Problem to work on: Show all the lines in the data below that include the word "setLineDash".

Task inputs:
^^^^^^^^
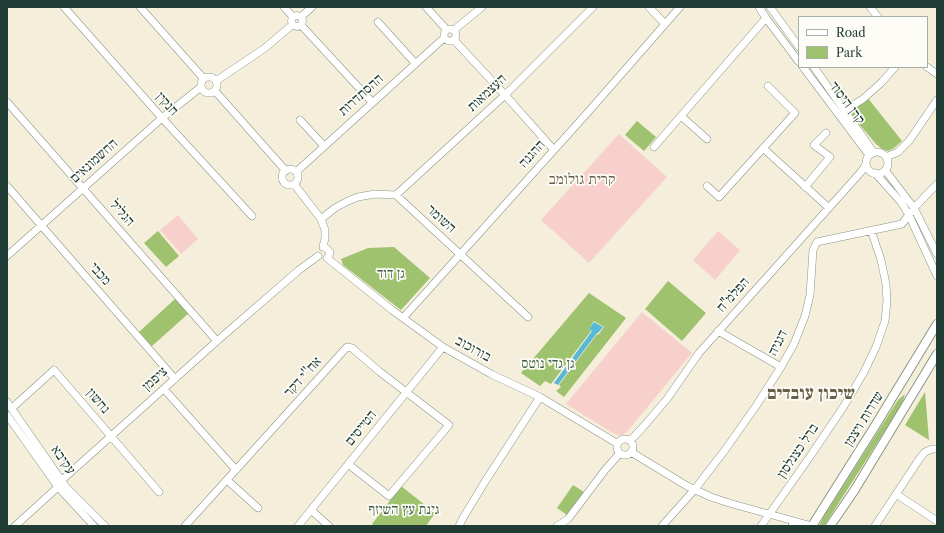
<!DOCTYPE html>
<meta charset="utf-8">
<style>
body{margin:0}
#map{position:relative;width:944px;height:533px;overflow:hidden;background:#f5eedb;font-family:"Libre Caslon Text",serif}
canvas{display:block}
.frame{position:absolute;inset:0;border:8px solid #1f3d34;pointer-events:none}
.legend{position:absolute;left:798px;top:16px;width:130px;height:52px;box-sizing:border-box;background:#fdfcf7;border:1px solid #a4b0a9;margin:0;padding:5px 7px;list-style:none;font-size:12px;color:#1f3d34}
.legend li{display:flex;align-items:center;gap:8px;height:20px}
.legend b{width:20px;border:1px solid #a4b0a9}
</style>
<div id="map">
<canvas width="944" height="533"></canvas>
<div class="frame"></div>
<ul class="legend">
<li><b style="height:5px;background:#fff"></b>Road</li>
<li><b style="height:11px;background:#9ec26d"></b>Park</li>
</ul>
</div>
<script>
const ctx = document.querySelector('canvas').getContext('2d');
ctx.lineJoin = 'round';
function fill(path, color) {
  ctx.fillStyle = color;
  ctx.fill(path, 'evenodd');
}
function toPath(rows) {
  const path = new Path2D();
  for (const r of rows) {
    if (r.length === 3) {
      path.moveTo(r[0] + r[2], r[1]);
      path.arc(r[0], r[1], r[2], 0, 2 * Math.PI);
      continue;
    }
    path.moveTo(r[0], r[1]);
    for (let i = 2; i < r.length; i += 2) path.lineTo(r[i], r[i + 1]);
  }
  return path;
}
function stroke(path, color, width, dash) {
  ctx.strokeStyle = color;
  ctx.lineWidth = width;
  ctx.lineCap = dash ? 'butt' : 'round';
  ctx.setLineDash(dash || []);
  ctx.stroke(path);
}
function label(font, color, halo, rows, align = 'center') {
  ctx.font = font + ' "Libre Caslon Text","Frank Ruhl Libre",serif';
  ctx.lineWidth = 3.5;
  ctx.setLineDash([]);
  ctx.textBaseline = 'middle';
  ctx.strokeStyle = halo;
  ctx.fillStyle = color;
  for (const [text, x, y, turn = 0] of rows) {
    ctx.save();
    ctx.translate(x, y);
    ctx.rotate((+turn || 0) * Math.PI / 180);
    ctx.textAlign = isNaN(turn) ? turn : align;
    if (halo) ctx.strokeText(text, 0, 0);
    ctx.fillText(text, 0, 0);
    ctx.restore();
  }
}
const built = toPath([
 [619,134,667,177,589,263,541,220],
 [178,215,198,239,181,254,160,230],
 [718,231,740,250,715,280,693,260],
 [642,312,692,353,626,433,620,436,611,432,566,404]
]);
const green = toPath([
 [867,97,902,141,894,148,888,151,882,149,876,144,848,111],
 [637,121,656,137,644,151,625,135],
 [158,231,179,256,166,267,144,243],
 [394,247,430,278,401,310,343,265,341,259,368,248],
 [668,281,706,313,682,341,645,309],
 [589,293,626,318,564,397,556,391,561,387,559,385,597,334,598,335,604,327,594,321,589,329,591,331,551,384,545,381,540,386,521,373],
 [176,298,189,313,152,346,139,332],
 [925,392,929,440,905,425],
 [905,394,902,404,824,526,819,526,824,516,898,400],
 [573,485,584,492,567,515,557,508],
 [401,486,435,513,426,526,374,526,372,524]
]);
const water = toPath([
 [594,322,603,327,598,333,597,333,558,385,554,383,592,331,589,329]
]);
const minor = toPath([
 [64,7,162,118,252,216],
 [140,7,204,79],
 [284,7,293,17],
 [426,7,446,29],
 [649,7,665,24],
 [759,7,766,18,799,62],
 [770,7,799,47],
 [870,7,878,17],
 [297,21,5.5],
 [301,17,312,7],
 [378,22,415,63],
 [301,25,372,102],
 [450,35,6],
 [454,30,482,7],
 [454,40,505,95,554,150],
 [803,67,869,155],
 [814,67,874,153],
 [927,67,937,74],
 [209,85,8],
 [216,81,265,48,292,25],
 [215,91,286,171],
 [7,102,217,341],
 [848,108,863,99,882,82,895,67],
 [681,116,707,139],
 [300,120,324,146],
 [654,147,766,18],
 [763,148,829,208],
 [877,163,11],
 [886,157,898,152,909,141,937,100],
 [290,177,8],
 [885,170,914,208,937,254],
 [296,172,444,38],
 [875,173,901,202,909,215,937,276],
 [294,184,321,219,325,230,325,238,323,247],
 [7,186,175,379],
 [707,186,719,197,795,113,768,86],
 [805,187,830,157,814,145,826,133],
 [396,195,505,95,593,7],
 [321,219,335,208,348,201,358,197,375,194,396,195,528,317],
 [323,247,326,248,330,252,329,256,327,258],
 [7,256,162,118,201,87],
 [327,258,392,310,443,347,491,374,540,397,618,444],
 [403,318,589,111,680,7],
 [718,331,781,367],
 [164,389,236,470],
 [7,402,66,487,105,526],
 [12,408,54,370,159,492],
 [7,415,58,487,94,526],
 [625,447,8],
 [630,441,644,426,667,399,699,353,861,172,866,164],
 [631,452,687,486,711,497,729,503,812,526],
 [227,480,258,508],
 [896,494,937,521],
 [311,510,329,526],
 [15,526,58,487,61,481,217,341,299,270,318,256],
 [185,526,347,347,352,348,380,372,449,425,389,496,348,464],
 [298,526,443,347],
 [459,526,463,518,486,480,540,397],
 [557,526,568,519,605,470,620,453],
 [662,526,695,489,725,450,756,406,781,367,794,344,805,316,810,295,813,250,817,242,902,224,914,208,937,184],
 [761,526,809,458,844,406,864,372,876,347,885,321,887,301,886,284,881,260,871,230],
 [875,526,920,458,925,452,932,449,937,449]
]);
const major = toPath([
 [793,525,794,526],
 [812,526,875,426,937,324],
 [830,526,854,491,937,354]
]);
const streetNames = [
 ["העצמאות",487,93,-43],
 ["ההסתדרות",361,95,-42],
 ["קרן היסוד",847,103,53],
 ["חנקין",167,104,48],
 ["ההגנה",532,154,-48],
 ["החשמונאים",94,161,-42],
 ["הגליל",122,213,49],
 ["השומר",441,219,42],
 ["מכבי",100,274,49],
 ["הפלמ\"ח",733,295,-48],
 ["דגניה",778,343,-63],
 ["בורוכוב",473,349,29],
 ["אח''י דקר",303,377,-48],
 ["ציפמן",155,379,-42],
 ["נחשון",98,401,49],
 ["שדרות ויצמן",864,419,-58],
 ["הטייסים",361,428,-51],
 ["ברל כצנלסון",798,451,-56],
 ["עקיבא",63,460,56]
];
const parkNames = [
 ["גן דוד",391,274],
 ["גן גדי נוטס",548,364],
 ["גינת עץ השיזף",404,510]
];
const neighbourhoodNames = [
 ["קרית גולומב",582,180]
];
const districtNames = [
 ["שיכון עובדים",811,394]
];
fill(built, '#f7d0cb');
fill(green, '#9ec26d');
fill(water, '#58b9d6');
stroke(minor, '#8a9688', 8);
stroke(major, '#8a9688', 10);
stroke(minor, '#fff', 7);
stroke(major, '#fff', 8);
label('14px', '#1f3d34', '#fdfcf7', streetNames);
label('14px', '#3f5e42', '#fdfcf7', parkNames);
label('15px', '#67604b', '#fdfcf7', neighbourhoodNames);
label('bold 18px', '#67604b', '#fdfcf7', districtNames);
</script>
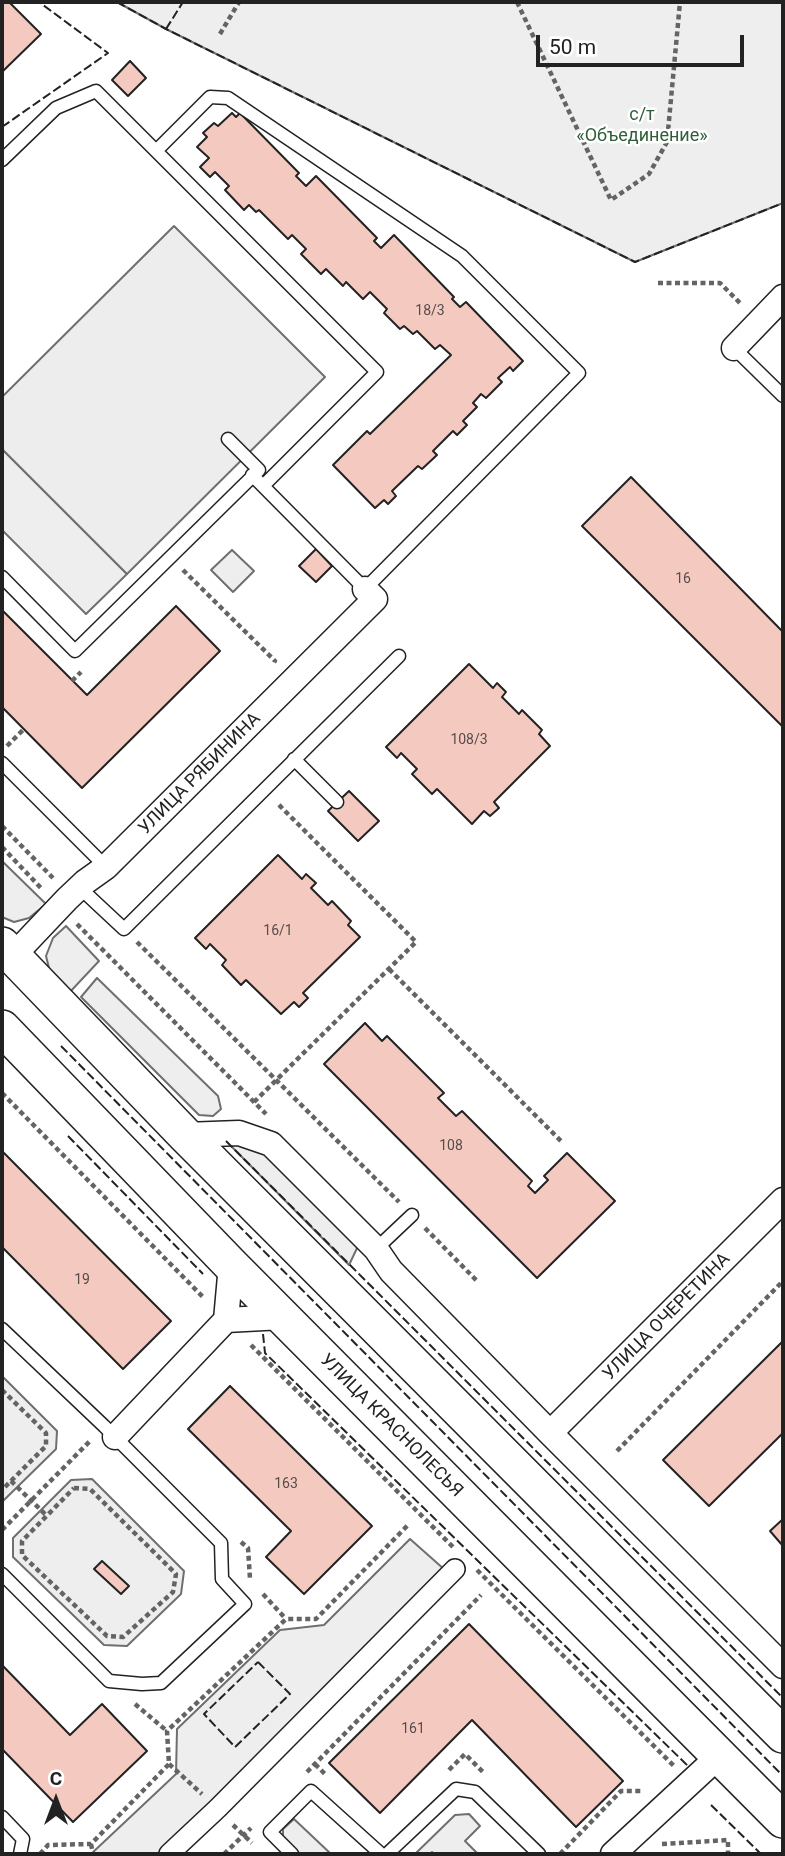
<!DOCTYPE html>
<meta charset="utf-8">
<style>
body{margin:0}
#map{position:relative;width:785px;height:1856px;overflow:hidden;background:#fff;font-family:Roboto,sans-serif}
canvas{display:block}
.frame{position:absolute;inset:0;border:4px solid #222;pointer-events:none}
.north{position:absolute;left:21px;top:1765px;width:70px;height:70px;-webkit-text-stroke:5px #fff;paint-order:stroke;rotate:0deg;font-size:19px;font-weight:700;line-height:28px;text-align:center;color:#222}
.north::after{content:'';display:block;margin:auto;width:24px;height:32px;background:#222;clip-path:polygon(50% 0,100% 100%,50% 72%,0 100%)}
.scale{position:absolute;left:536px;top:35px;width:208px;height:32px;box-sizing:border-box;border:4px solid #222;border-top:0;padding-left:9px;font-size:21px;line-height:24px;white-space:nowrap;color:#222;-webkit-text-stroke:5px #fff;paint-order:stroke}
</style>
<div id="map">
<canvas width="785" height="1856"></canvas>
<div class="frame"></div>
<div class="north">С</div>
<div class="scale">50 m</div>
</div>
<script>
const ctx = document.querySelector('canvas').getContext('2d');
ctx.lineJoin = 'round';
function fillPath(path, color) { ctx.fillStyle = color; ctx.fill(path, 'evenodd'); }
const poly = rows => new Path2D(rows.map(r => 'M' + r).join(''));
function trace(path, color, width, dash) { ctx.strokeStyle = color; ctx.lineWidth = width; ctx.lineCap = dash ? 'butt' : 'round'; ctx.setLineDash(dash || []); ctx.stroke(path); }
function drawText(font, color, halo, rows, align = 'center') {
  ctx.font = font + ' Roboto,sans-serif'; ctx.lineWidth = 5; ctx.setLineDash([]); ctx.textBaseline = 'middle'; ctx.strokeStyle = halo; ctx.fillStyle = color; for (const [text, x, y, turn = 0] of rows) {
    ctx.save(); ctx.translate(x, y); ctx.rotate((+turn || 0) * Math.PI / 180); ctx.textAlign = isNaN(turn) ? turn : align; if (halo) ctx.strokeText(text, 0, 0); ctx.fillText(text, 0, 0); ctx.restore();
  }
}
const green = poly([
 [117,2,783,2,783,203,635,262,166,29,117,2],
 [2,449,127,574,86,614,2,530,2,449],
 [232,550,254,571,233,592,211,570,232,550],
 [2,861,46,904,29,918,14,922,2,917,2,861],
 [66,926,99,961,69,993,51,976,46,956,53,938,66,926],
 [97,978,218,1096,221,1109,213,1116,199,1115,81,997,97,978],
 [226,1141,271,1154,359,1244,349,1265,226,1141],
 [2,1376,57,1431,56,1449,2,1502,2,1376],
 [92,1479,184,1571,181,1594,127,1646,104,1645,13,1557,13,1538,71,1480,92,1479],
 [410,1539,445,1570,158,1854,91,1854,176,1774,177,1729,280,1630,324,1625,410,1539],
 [469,1814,480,1826,465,1841,478,1854,435,1854,432,1852,429,1854,415,1854,455,1815,469,1814],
 [294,1819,331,1854,300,1854,283,1837,283,1829,294,1819]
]);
fillPath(green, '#eee');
trace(green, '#6f6f6f', 2);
const parking = poly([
 [174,226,325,377,127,574,2,449,2,397,174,226]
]);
fillPath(parking, '#ededed');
trace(parking, '#6f6f6f', 2);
const building = poly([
 [2,2,9,2,41,34,2,72,2,2],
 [130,61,146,78,128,96,112,80,130,61],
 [232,113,236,117,240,113,299,173,296,176,306,186,316,176,377,238,374,241,381,248,394,235,454,297,452,299,460,307,466,302,523,361,513,371,510,367,498,378,502,382,486,398,481,394,473,403,477,407,463,421,467,425,457,435,453,431,433,451,437,455,422,469,418,466,392,491,396,496,388,504,384,500,375,508,333,465,367,431,370,434,451,355,440,345,435,349,417,331,413,334,404,326,400,329,384,313,387,309,370,292,363,299,346,282,343,286,326,269,321,274,301,254,306,249,292,235,288,239,259,210,256,212,249,205,244,210,225,190,229,186,215,172,210,177,200,167,209,158,197,147,207,137,203,133,214,123,218,126,232,113],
 [631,477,783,632,783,727,582,526,631,477],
 [316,549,332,566,316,582,299,566,316,549],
 [176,606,220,651,82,788,2,707,2,610,87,695,176,606],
 [469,664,493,688,497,683,506,692,502,697,519,714,522,710,542,730,539,734,550,746,494,802,499,808,490,816,484,811,472,824,437,789,432,794,412,774,417,769,401,753,397,758,386,747,469,664],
 [349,791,379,821,358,841,328,811,349,791],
 [278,855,302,879,306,874,316,883,311,888,328,905,332,901,351,921,348,925,360,937,303,993,308,998,299,1007,294,1002,281,1014,246,980,241,985,222,965,226,960,210,944,206,949,195,938,278,855],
 [365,1023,382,1041,387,1036,444,1093,438,1098,456,1116,462,1111,532,1181,528,1186,535,1193,548,1180,544,1176,567,1153,615,1201,537,1278,324,1064,365,1023],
 [2,1151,171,1321,123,1369,2,1247,2,1151],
 [783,1341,783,1433,709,1506,663,1460,783,1341],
 [230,1386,372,1526,304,1594,266,1557,291,1531,188,1429,230,1386],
 [783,1519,783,1546,770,1531,783,1519],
 [102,1561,129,1586,121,1594,94,1569,102,1561],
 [469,1624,623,1781,576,1827,472,1720,380,1813,329,1763,469,1624],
 [2,1665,70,1735,102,1704,147,1751,73,1822,2,1749,2,1665]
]);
fillPath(building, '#f3c9c0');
trace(building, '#222', 2);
const service = poly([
 [156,151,210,97,228,98,462,256,579,373,365,589,252,475],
 [2,160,56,108,96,91,377,372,263,486],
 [734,348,783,396],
 [2,577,75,651,259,470,228,439],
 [294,759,337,802],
 [2,763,106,867],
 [79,887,124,929,399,656],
 [376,1249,412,1215],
 [2,1329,104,1426,221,1543,222,1579,245,1604,161,1683,142,1684,109,1681,2,1574],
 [2,1817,23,1839,20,1854],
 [292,1854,270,1832,311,1791,381,1854],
 [387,1854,456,1789,475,1792,539,1854]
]);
const pedestrian = poly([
 [169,1854,218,1808,455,1569]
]);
const minor = poly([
 [734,348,783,297],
 [13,956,67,899,85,882,106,867,375,599,365,589],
 [185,1135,239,1133,271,1144,376,1249,391,1271,550,1433,783,1666],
 [231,1265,226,1320,283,1317],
 [550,1433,783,1200],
 [115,1437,226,1320],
 [613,1854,719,1756]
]);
const secondary = poly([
 [2,945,185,1135,783,1735],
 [2,1028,231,1265,783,1820]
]);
trace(service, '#222', 15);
trace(pedestrian, '#222', 22);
trace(minor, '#222', 27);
trace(secondary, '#222', 38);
trace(poly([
 [517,2,611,200,649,174,667,142,680,2],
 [220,34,239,2],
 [658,283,720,283,742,305],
 [183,570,275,661,274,662],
 [72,681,81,672],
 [7,746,24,729],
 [2,826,53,878],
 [2,847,41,888],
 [77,924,266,1114],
 [137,942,399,1202],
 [389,969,561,1141],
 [2,1093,203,1297],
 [254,1102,416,942,277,803],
 [425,1228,477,1281],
 [251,1345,453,1547],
 [2,1390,46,1433,46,1446,2,1490],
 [617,1451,783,1281],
 [11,1481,47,1516],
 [74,1488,90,1489,176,1574,173,1592,123,1637,107,1636,22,1555,22,1541,74,1488],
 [2,1530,90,1441],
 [241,1542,248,1548,250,1579],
 [477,1570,674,1766],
 [263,1594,286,1619],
 [135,1704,167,1731],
 [169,1764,202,1794],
 [315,1764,327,1776],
 [449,1770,465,1754,485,1774],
 [307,1772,481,1595],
 [233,1825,252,1843],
 [91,1844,93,1854],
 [662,1844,728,1840,728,1854],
 [40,1854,48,1845,91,1844,169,1764,167,1731,286,1619,316,1619,409,1524],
 [224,1854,251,1828],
 [560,1854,621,1791,642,1791]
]), '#646464', 4.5, [5, 3.5]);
trace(service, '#fff', 12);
trace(pedestrian, '#fff', 19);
trace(minor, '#fff', 24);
trace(secondary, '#fff', 35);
trace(poly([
 [117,2,166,29,635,262,783,203],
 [166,29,183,2],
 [2,127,108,53,39,2],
 [61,1046,783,1776],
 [68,1136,203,1274],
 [226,1141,783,1698],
 [263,1334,265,1353,689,1767],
 [258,1662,290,1694,235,1747,204,1714,258,1662],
 [711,1805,761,1854]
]), '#222', 2, [9, 3.5]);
drawText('14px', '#564c4a', null, [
 ["18/3",430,311],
 ["16",683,579],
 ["108/3",469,740],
 ["16/1",278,931],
 ["108",451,1146],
 ["19",82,1280],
 ["163",286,1484],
 ["161",413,1729]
]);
drawText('18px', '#2f5e38', '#fff', [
 ["с/т",642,115],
 ["«Объединение»",642,136]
]);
drawText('18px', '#222', '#fff', [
 ["УЛИЦА РЯБИНИНА",200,774,-45],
 ["УЛИЦА ОЧЕРЕТИНА",667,1317,-45],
 ["УЛИЦА КРАСНОЛЕСЬЯ",391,1426,45]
]);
</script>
^^^^^^^^
Solution for this task:
  ctx.setLineDash(dash || []);
  ctx.setLineDash([]);
function trace(path, color, width, dash) { ctx.strokeStyle = color; ctx.lineWidth = width; ctx.lineCap = dash ? 'butt' : 'round'; ctx.setLineDash(dash || []); ctx.stroke(path); }
  ctx.font = font + ' Roboto,sans-serif'; ctx.lineWidth = 5; ctx.setLineDash([]); ctx.textBaseline = 'middle'; ctx.strokeStyle = halo; ctx.fillStyle = color; for (const [text, x, y, turn = 0] of rows) {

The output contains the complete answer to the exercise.